- **EXERCISE**
Quote the listing below in its entirety, omitting every image.

- **SUPPLIED MATERIAL**
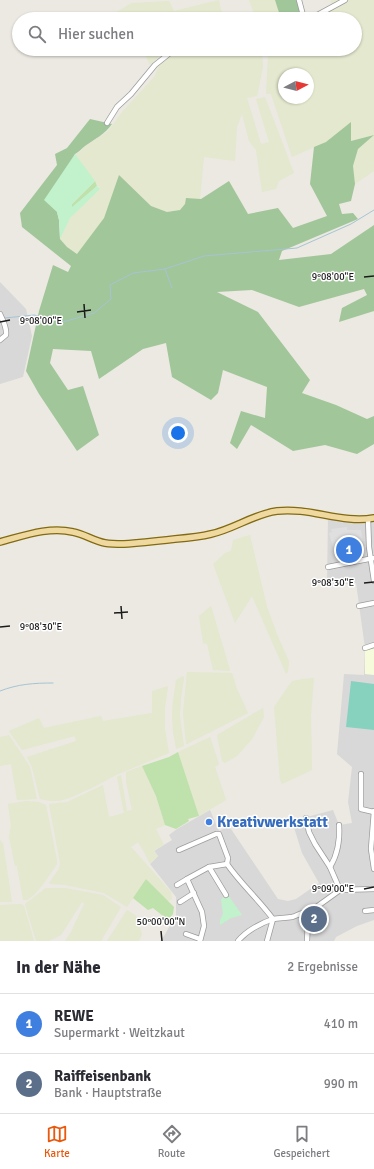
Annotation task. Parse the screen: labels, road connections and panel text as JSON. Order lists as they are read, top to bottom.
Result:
{
  "places": ["Kreativwerkstatt"],
  "north": "right",
  "page": {
    "search": "Hier suchen",
    "pins": ["1", "2"],
    "heading": ["In der Nähe", "2 Ergebnisse"],
    "list": [
      {
        "mark": "1",
        "name": "REWE",
        "note": "Supermarkt · Weitzkaut",
        "value": "410 m"
      },
      {
        "mark": "2",
        "name": "Raiffeisenbank",
        "note": "Bank · Hauptstraße",
        "value": "990 m"
      }
    ],
    "nav": ["Karte", "Route", "Gespeichert"]
  },
  "coordinates": [
    "9°08'00\"E",
    "9°08'30\"E",
    "9°09'00\"E",
    "50°00'00\"N"
  ]
}
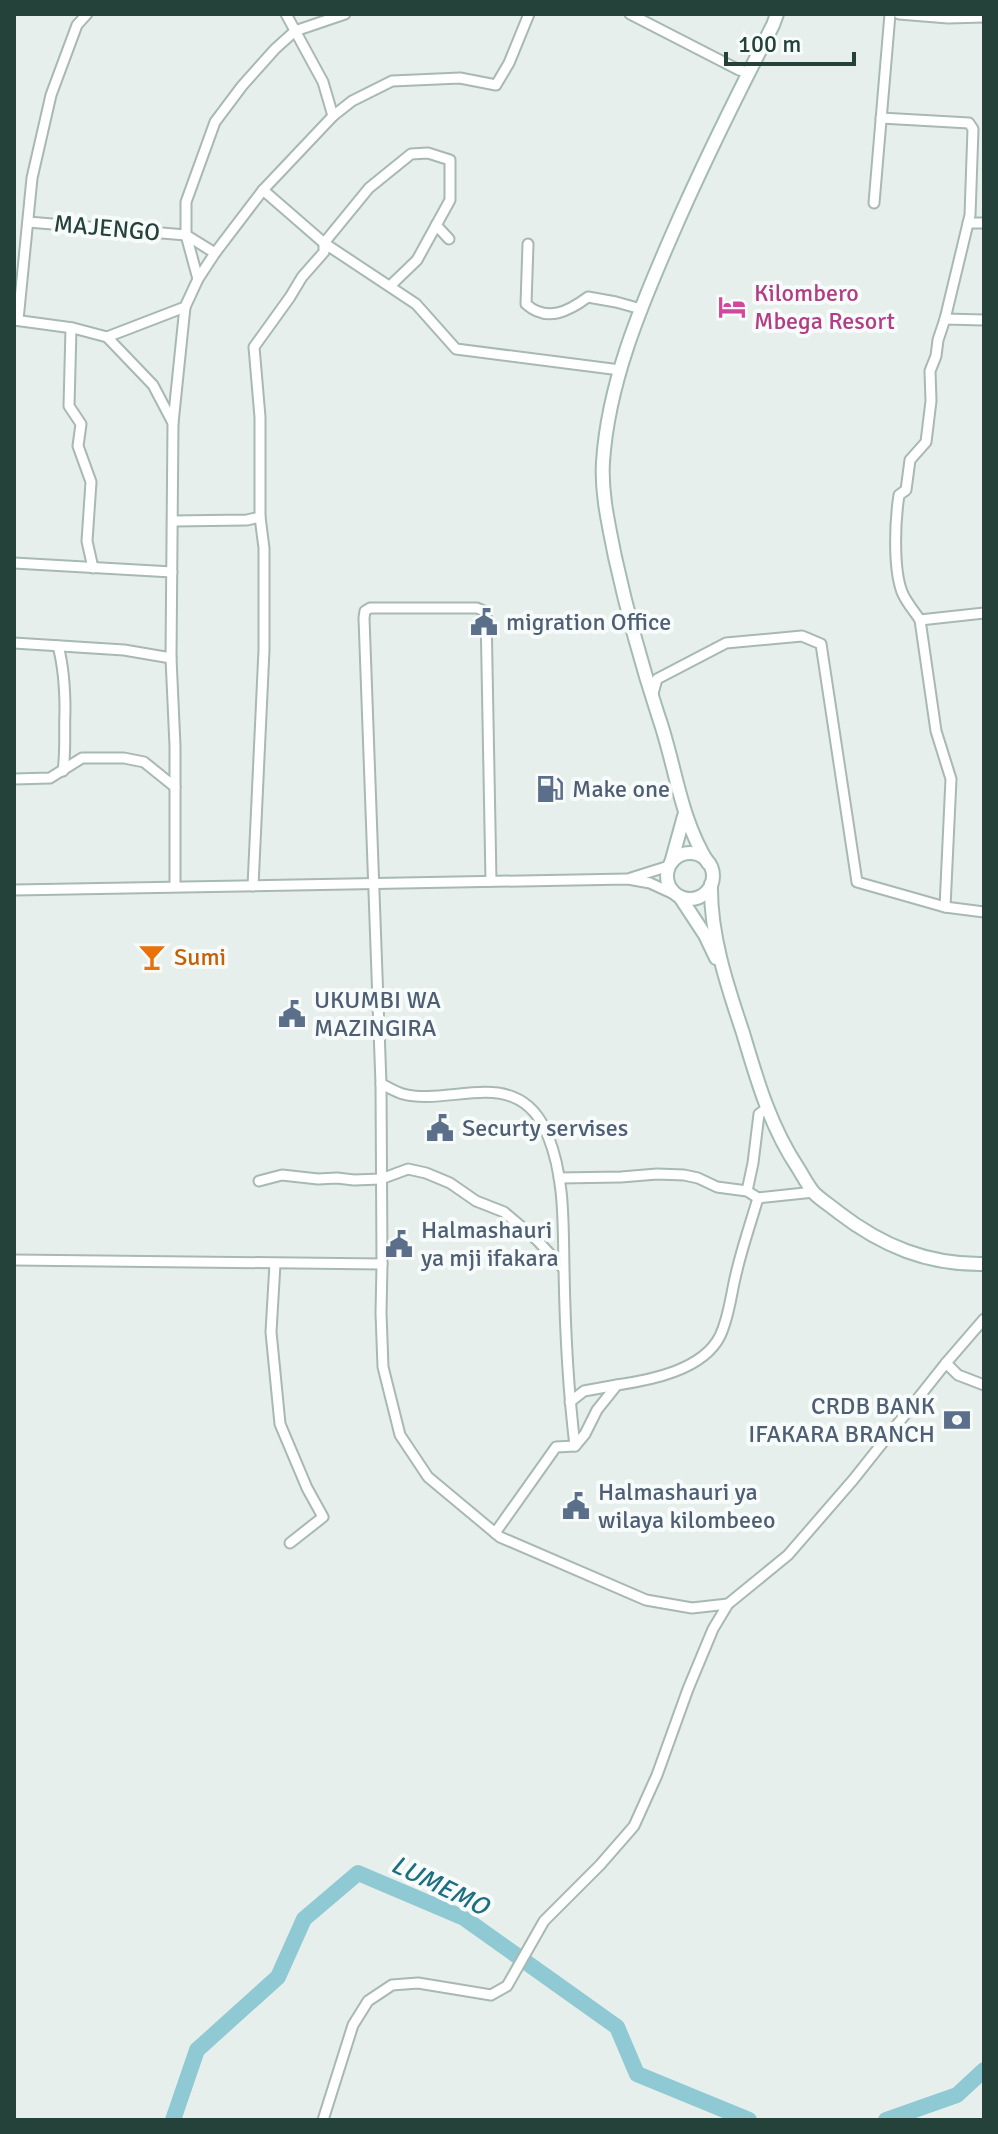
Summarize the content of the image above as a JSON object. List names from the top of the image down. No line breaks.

- **TASK RESULT**
Annotation task. Parse the screen: labels, road connections and panel text as JSON. Order lists as they are read, top to bottom.
Result:
{
  "places": ["Kreativwerkstatt"],
  "north": "right",
  "page": {
    "search": "Hier suchen",
    "pins": ["1", "2"],
    "heading": ["In der Nähe", "2 Ergebnisse"],
    "list": [
      {
        "mark": "1",
        "name": "REWE",
        "note": "Supermarkt · Weitzkaut",
        "value": "410 m"
      },
      {
        "mark": "2",
        "name": "Raiffeisenbank",
        "note": "Bank · Hauptstraße",
        "value": "990 m"
      }
    ],
    "nav": ["Karte", "Route", "Gespeichert"]
  },
  "coordinates": [
    "9°08'00\"E",
    "9°08'30\"E",
    "9°09'00\"E",
    "50°00'00\"N"
  ]
}
Summarize the content of the image above as a JSON object. List names from the top of the image down. No line breaks.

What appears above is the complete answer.